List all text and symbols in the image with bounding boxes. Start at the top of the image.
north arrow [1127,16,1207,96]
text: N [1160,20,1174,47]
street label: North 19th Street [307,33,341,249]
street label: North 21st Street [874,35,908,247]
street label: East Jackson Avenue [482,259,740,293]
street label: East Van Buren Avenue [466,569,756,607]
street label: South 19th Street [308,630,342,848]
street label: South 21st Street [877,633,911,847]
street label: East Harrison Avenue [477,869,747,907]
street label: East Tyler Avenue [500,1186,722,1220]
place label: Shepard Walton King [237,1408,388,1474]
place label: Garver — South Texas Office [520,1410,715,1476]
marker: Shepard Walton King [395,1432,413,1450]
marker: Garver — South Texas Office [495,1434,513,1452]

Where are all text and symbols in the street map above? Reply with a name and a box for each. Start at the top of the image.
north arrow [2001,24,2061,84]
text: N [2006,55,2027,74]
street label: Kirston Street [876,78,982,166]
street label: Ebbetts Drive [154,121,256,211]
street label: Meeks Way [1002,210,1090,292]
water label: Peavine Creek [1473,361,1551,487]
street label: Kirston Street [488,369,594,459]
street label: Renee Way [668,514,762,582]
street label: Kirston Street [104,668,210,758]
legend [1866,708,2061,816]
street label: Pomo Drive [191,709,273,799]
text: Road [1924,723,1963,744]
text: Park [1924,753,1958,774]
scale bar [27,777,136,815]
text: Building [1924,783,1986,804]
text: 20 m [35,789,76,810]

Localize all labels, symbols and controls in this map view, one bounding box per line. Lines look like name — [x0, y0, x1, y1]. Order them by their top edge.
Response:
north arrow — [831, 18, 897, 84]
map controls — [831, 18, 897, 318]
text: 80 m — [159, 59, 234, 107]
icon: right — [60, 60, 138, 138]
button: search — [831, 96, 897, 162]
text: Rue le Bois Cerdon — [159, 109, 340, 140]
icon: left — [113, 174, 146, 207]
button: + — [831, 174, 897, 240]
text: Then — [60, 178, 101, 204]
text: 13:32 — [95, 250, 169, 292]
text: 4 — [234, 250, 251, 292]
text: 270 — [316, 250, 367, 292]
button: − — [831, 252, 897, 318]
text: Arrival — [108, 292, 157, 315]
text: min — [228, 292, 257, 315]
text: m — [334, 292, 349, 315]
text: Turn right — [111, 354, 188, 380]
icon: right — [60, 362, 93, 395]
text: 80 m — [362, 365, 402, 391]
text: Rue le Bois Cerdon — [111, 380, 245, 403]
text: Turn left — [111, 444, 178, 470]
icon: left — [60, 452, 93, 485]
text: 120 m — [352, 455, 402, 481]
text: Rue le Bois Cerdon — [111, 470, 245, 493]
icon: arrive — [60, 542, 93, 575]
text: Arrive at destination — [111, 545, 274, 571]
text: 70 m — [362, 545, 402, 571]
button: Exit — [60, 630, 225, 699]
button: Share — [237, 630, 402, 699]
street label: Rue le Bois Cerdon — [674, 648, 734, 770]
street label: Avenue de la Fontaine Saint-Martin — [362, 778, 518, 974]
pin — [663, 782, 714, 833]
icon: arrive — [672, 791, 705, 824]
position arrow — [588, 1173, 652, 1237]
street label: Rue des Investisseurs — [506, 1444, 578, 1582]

========

» Exercise prompt
Recreate the listing exactly, so that each entry reads as before.

» Result of the task
List all text and symbols in the image with bounding boxes. Start at the top of the image.
north arrow [1127,16,1207,96]
text: N [1160,20,1174,47]
street label: North 19th Street [307,33,341,249]
street label: North 21st Street [874,35,908,247]
street label: East Jackson Avenue [482,259,740,293]
street label: East Van Buren Avenue [466,569,756,607]
street label: South 19th Street [308,630,342,848]
street label: South 21st Street [877,633,911,847]
street label: East Harrison Avenue [477,869,747,907]
street label: East Tyler Avenue [500,1186,722,1220]
place label: Shepard Walton King [237,1408,388,1474]
place label: Garver — South Texas Office [520,1410,715,1476]
marker: Shepard Walton King [395,1432,413,1450]
marker: Garver — South Texas Office [495,1434,513,1452]

Where are all text and symbols in the street map above? Reply with a name and a box for each. Start at the top of the image.
north arrow [2001,24,2061,84]
text: N [2006,55,2027,74]
street label: Kirston Street [876,78,982,166]
street label: Ebbetts Drive [154,121,256,211]
street label: Meeks Way [1002,210,1090,292]
water label: Peavine Creek [1473,361,1551,487]
street label: Kirston Street [488,369,594,459]
street label: Renee Way [668,514,762,582]
street label: Kirston Street [104,668,210,758]
legend [1866,708,2061,816]
street label: Pomo Drive [191,709,273,799]
text: Road [1924,723,1963,744]
text: Park [1924,753,1958,774]
scale bar [27,777,136,815]
text: Building [1924,783,1986,804]
text: 20 m [35,789,76,810]

Localize all labels, symbols and controls in this map view, one bounding box per line. Lines look like name — [x0, y0, x1, y1]. Order them by their top edge.
Response:
north arrow — [831, 18, 897, 84]
map controls — [831, 18, 897, 318]
text: 80 m — [159, 59, 234, 107]
icon: right — [60, 60, 138, 138]
button: search — [831, 96, 897, 162]
text: Rue le Bois Cerdon — [159, 109, 340, 140]
icon: left — [113, 174, 146, 207]
button: + — [831, 174, 897, 240]
text: Then — [60, 178, 101, 204]
text: 13:32 — [95, 250, 169, 292]
text: 4 — [234, 250, 251, 292]
text: 270 — [316, 250, 367, 292]
button: − — [831, 252, 897, 318]
text: Arrival — [108, 292, 157, 315]
text: min — [228, 292, 257, 315]
text: m — [334, 292, 349, 315]
text: Turn right — [111, 354, 188, 380]
icon: right — [60, 362, 93, 395]
text: 80 m — [362, 365, 402, 391]
text: Rue le Bois Cerdon — [111, 380, 245, 403]
text: Turn left — [111, 444, 178, 470]
icon: left — [60, 452, 93, 485]
text: 120 m — [352, 455, 402, 481]
text: Rue le Bois Cerdon — [111, 470, 245, 493]
icon: arrive — [60, 542, 93, 575]
text: Arrive at destination — [111, 545, 274, 571]
text: 70 m — [362, 545, 402, 571]
button: Exit — [60, 630, 225, 699]
button: Share — [237, 630, 402, 699]
street label: Rue le Bois Cerdon — [674, 648, 734, 770]
street label: Avenue de la Fontaine Saint-Martin — [362, 778, 518, 974]
pin — [663, 782, 714, 833]
icon: arrive — [672, 791, 705, 824]
position arrow — [588, 1173, 652, 1237]
street label: Rue des Investisseurs — [506, 1444, 578, 1582]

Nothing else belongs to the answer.